*** Data to process ***
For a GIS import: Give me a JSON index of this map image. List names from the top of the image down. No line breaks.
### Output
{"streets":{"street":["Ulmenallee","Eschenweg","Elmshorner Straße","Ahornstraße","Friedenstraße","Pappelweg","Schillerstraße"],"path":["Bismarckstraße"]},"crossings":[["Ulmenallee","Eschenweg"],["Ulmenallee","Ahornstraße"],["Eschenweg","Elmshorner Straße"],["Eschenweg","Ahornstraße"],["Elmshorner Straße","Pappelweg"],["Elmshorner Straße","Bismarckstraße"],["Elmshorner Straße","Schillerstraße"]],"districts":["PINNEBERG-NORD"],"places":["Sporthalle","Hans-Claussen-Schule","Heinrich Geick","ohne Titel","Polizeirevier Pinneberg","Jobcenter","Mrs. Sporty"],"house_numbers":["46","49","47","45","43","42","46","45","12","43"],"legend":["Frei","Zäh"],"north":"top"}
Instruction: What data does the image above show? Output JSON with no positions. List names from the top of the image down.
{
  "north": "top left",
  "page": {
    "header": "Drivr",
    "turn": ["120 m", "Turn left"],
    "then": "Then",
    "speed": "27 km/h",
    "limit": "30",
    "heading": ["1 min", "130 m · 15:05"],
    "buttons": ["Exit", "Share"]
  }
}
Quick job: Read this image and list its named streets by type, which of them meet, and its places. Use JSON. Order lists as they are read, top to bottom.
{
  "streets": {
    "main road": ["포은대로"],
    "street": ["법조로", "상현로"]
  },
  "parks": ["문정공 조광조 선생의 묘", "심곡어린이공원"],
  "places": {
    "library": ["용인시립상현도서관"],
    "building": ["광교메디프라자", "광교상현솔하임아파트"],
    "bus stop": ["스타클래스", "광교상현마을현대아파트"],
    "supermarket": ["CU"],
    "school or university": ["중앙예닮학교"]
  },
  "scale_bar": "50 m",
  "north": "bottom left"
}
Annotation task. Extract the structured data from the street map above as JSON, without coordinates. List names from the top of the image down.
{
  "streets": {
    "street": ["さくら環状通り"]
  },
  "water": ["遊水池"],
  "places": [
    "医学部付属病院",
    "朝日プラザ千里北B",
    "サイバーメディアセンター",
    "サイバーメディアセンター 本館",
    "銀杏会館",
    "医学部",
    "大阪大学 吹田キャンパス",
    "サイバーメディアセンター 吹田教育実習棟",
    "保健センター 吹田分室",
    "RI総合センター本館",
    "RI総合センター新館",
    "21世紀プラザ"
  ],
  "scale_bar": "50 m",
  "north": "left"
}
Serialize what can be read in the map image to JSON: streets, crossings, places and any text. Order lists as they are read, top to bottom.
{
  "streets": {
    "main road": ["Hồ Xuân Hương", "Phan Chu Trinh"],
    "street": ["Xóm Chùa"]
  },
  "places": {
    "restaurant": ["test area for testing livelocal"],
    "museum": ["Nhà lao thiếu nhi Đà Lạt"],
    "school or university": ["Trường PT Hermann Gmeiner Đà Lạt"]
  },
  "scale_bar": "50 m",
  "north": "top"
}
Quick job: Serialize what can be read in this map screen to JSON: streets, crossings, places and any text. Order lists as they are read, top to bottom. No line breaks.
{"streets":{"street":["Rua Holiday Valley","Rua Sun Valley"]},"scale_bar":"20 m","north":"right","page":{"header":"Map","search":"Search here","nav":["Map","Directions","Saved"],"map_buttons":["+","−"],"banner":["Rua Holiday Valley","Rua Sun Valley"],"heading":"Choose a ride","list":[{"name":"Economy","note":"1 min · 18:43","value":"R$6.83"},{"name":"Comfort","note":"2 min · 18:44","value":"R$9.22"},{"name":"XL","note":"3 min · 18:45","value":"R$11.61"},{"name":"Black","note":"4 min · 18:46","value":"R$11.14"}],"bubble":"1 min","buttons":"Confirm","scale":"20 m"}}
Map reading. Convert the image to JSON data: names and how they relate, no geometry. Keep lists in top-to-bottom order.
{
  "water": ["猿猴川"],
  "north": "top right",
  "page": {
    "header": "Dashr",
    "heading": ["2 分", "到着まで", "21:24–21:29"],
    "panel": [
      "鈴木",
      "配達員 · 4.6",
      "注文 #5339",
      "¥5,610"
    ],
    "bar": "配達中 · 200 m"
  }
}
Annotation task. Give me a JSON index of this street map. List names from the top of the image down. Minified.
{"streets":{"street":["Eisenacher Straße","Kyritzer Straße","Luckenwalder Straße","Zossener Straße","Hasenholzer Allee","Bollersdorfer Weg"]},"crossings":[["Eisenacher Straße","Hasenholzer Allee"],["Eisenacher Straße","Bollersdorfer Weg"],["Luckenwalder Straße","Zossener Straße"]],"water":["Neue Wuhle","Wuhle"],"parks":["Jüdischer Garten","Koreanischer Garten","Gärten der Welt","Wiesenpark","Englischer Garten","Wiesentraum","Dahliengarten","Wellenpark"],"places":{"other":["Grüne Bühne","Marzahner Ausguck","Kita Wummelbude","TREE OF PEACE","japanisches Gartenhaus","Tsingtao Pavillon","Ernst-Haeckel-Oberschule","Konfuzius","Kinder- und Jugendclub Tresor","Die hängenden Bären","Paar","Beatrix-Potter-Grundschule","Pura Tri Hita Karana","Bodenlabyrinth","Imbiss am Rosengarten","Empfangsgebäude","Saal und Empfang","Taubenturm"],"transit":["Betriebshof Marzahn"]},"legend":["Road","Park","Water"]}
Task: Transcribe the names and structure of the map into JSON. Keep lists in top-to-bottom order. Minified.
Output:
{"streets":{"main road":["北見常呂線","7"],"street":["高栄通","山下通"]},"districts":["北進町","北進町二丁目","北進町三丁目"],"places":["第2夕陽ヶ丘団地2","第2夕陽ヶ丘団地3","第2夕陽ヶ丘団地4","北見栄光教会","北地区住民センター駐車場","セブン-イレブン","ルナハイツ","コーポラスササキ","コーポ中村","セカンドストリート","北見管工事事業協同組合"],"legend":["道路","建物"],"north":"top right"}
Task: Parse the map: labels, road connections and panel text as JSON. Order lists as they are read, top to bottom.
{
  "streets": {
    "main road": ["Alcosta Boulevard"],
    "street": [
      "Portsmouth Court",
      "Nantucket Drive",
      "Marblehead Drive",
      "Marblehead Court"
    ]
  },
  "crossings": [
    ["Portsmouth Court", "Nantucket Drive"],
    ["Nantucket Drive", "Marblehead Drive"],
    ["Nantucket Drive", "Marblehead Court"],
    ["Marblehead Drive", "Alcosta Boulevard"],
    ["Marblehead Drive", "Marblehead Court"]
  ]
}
*** End of Data to process ***
● **Work required**
All records above are to be output again exactly as they stand.

● **Solution**
For a GIS import: Give me a JSON index of this map image. List names from the top of the image down. No line breaks.
### Output
{"streets":{"street":["Ulmenallee","Eschenweg","Elmshorner Straße","Ahornstraße","Friedenstraße","Pappelweg","Schillerstraße"],"path":["Bismarckstraße"]},"crossings":[["Ulmenallee","Eschenweg"],["Ulmenallee","Ahornstraße"],["Eschenweg","Elmshorner Straße"],["Eschenweg","Ahornstraße"],["Elmshorner Straße","Pappelweg"],["Elmshorner Straße","Bismarckstraße"],["Elmshorner Straße","Schillerstraße"]],"districts":["PINNEBERG-NORD"],"places":["Sporthalle","Hans-Claussen-Schule","Heinrich Geick","ohne Titel","Polizeirevier Pinneberg","Jobcenter","Mrs. Sporty"],"house_numbers":["46","49","47","45","43","42","46","45","12","43"],"legend":["Frei","Zäh"],"north":"top"}
Instruction: What data does the image above show? Output JSON with no positions. List names from the top of the image down.
{
  "north": "top left",
  "page": {
    "header": "Drivr",
    "turn": ["120 m", "Turn left"],
    "then": "Then",
    "speed": "27 km/h",
    "limit": "30",
    "heading": ["1 min", "130 m · 15:05"],
    "buttons": ["Exit", "Share"]
  }
}
Quick job: Read this image and list its named streets by type, which of them meet, and its places. Use JSON. Order lists as they are read, top to bottom.
{
  "streets": {
    "main road": ["포은대로"],
    "street": ["법조로", "상현로"]
  },
  "parks": ["문정공 조광조 선생의 묘", "심곡어린이공원"],
  "places": {
    "library": ["용인시립상현도서관"],
    "building": ["광교메디프라자", "광교상현솔하임아파트"],
    "bus stop": ["스타클래스", "광교상현마을현대아파트"],
    "supermarket": ["CU"],
    "school or university": ["중앙예닮학교"]
  },
  "scale_bar": "50 m",
  "north": "bottom left"
}
Annotation task. Extract the structured data from the street map above as JSON, without coordinates. List names from the top of the image down.
{
  "streets": {
    "street": ["さくら環状通り"]
  },
  "water": ["遊水池"],
  "places": [
    "医学部付属病院",
    "朝日プラザ千里北B",
    "サイバーメディアセンター",
    "サイバーメディアセンター 本館",
    "銀杏会館",
    "医学部",
    "大阪大学 吹田キャンパス",
    "サイバーメディアセンター 吹田教育実習棟",
    "保健センター 吹田分室",
    "RI総合センター本館",
    "RI総合センター新館",
    "21世紀プラザ"
  ],
  "scale_bar": "50 m",
  "north": "left"
}
Serialize what can be read in the map image to JSON: streets, crossings, places and any text. Order lists as they are read, top to bottom.
{
  "streets": {
    "main road": ["Hồ Xuân Hương", "Phan Chu Trinh"],
    "street": ["Xóm Chùa"]
  },
  "places": {
    "restaurant": ["test area for testing livelocal"],
    "museum": ["Nhà lao thiếu nhi Đà Lạt"],
    "school or university": ["Trường PT Hermann Gmeiner Đà Lạt"]
  },
  "scale_bar": "50 m",
  "north": "top"
}
Quick job: Serialize what can be read in this map screen to JSON: streets, crossings, places and any text. Order lists as they are read, top to bottom. No line breaks.
{"streets":{"street":["Rua Holiday Valley","Rua Sun Valley"]},"scale_bar":"20 m","north":"right","page":{"header":"Map","search":"Search here","nav":["Map","Directions","Saved"],"map_buttons":["+","−"],"banner":["Rua Holiday Valley","Rua Sun Valley"],"heading":"Choose a ride","list":[{"name":"Economy","note":"1 min · 18:43","value":"R$6.83"},{"name":"Comfort","note":"2 min · 18:44","value":"R$9.22"},{"name":"XL","note":"3 min · 18:45","value":"R$11.61"},{"name":"Black","note":"4 min · 18:46","value":"R$11.14"}],"bubble":"1 min","buttons":"Confirm","scale":"20 m"}}
Map reading. Convert the image to JSON data: names and how they relate, no geometry. Keep lists in top-to-bottom order.
{
  "water": ["猿猴川"],
  "north": "top right",
  "page": {
    "header": "Dashr",
    "heading": ["2 分", "到着まで", "21:24–21:29"],
    "panel": [
      "鈴木",
      "配達員 · 4.6",
      "注文 #5339",
      "¥5,610"
    ],
    "bar": "配達中 · 200 m"
  }
}
Annotation task. Give me a JSON index of this street map. List names from the top of the image down. Minified.
{"streets":{"street":["Eisenacher Straße","Kyritzer Straße","Luckenwalder Straße","Zossener Straße","Hasenholzer Allee","Bollersdorfer Weg"]},"crossings":[["Eisenacher Straße","Hasenholzer Allee"],["Eisenacher Straße","Bollersdorfer Weg"],["Luckenwalder Straße","Zossener Straße"]],"water":["Neue Wuhle","Wuhle"],"parks":["Jüdischer Garten","Koreanischer Garten","Gärten der Welt","Wiesenpark","Englischer Garten","Wiesentraum","Dahliengarten","Wellenpark"],"places":{"other":["Grüne Bühne","Marzahner Ausguck","Kita Wummelbude","TREE OF PEACE","japanisches Gartenhaus","Tsingtao Pavillon","Ernst-Haeckel-Oberschule","Konfuzius","Kinder- und Jugendclub Tresor","Die hängenden Bären","Paar","Beatrix-Potter-Grundschule","Pura Tri Hita Karana","Bodenlabyrinth","Imbiss am Rosengarten","Empfangsgebäude","Saal und Empfang","Taubenturm"],"transit":["Betriebshof Marzahn"]},"legend":["Road","Park","Water"]}
Task: Transcribe the names and structure of the map into JSON. Keep lists in top-to-bottom order. Minified.
Output:
{"streets":{"main road":["北見常呂線","7"],"street":["高栄通","山下通"]},"districts":["北進町","北進町二丁目","北進町三丁目"],"places":["第2夕陽ヶ丘団地2","第2夕陽ヶ丘団地3","第2夕陽ヶ丘団地4","北見栄光教会","北地区住民センター駐車場","セブン-イレブン","ルナハイツ","コーポラスササキ","コーポ中村","セカンドストリート","北見管工事事業協同組合"],"legend":["道路","建物"],"north":"top right"}
Task: Parse the map: labels, road connections and panel text as JSON. Order lists as they are read, top to bottom.
{
  "streets": {
    "main road": ["Alcosta Boulevard"],
    "street": [
      "Portsmouth Court",
      "Nantucket Drive",
      "Marblehead Drive",
      "Marblehead Court"
    ]
  },
  "crossings": [
    ["Portsmouth Court", "Nantucket Drive"],
    ["Nantucket Drive", "Marblehead Drive"],
    ["Nantucket Drive", "Marblehead Court"],
    ["Marblehead Drive", "Alcosta Boulevard"],
    ["Marblehead Drive", "Marblehead Court"]
  ]
}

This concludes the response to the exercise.